Quick forum search didn't really come up with much, and Google yielded some good info but I wanna see what you guys think too.


----------



## shenzhenluohan (Jan 6, 2011)

Sens are great fish and very easy to care for. They can handle bad water conditions for quite a long period of time. They are very gentle with plants. Personally the largest one I've seen has been about 15", Some other polypterus species such as Endliis and ornates can reach up to 3'. I've never had problems with tank depths but I wouldn't suggest putting them in a tank deeper than 30" for young Sens simply because although they have gills, they do like to gulp surface air as well (they have something similar to the labrynth lung found in Gouramis).
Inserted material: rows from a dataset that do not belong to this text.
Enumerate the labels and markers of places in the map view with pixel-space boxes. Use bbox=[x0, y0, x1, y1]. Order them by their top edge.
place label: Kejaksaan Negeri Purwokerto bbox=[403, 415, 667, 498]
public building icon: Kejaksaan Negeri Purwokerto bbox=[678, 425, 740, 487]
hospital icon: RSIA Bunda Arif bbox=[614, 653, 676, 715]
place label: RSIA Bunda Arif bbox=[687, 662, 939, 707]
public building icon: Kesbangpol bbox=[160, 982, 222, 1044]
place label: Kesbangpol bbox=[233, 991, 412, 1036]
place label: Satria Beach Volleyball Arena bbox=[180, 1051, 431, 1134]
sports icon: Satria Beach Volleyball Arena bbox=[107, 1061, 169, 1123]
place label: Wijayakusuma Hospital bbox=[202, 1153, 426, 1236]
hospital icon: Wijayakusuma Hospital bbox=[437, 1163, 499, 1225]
I prefer fine substrate because I have heard of bichirs taking in stones while feeding and causing a blockage in their digestive tract. The only other important point I can offer is make sure your lid is tight fitting as these guys are escape masters. (alternatively lower your tank water a couple inches to prevent escape)
Here is a link with some great info:
Senegal Bichir - Polypterus Senegalus


----------



## Mark1988 (Jan 9, 2011)

Good info, and great link. Thank you kindly!

Would you happen to know if they will mess with/dig up live plants. I put live plants in a cichlid tank one time and they pulled everything out.


----------



## mDust (Jan 8, 2011)

Mark1988 said:


> Would you happen to know if they will mess with/dig up live plants. I put live plants in a cichlid tank one time and they pulled everything out.





shenzhenluohan said:


> They are very gentle with plants.


/wink

That is a really cool addition to a tank!


----------



## shenzhenluohan (Jan 6, 2011)

I have pics of sens sitting on Ludweiga without messing anything up!


----------



## Mark1988 (Jan 9, 2011)

Haha thanks, don't know how I missed that. All this staying up till the wee hours of the night to lurk fish forums is effecting my brain.


----------



## ecl (Dec 29, 2010)

After seeing one at the lfs my wife wanted one so we picked one up. I can attest to how hardy they are, it survive a 4 hour trip home(we were visiting her parents at the time). He has since moved 2 other times including another 4hour trip, and even jumped out of the tank once, still trying to figure out how. He hasn't once messed with our plants but we just have a few plastic ones. He is by far the coolest fish in tank, specially when he eats. We have regular aquarium gravel and he seems to like it, he moves it around to make his home under and around a big rock.


----------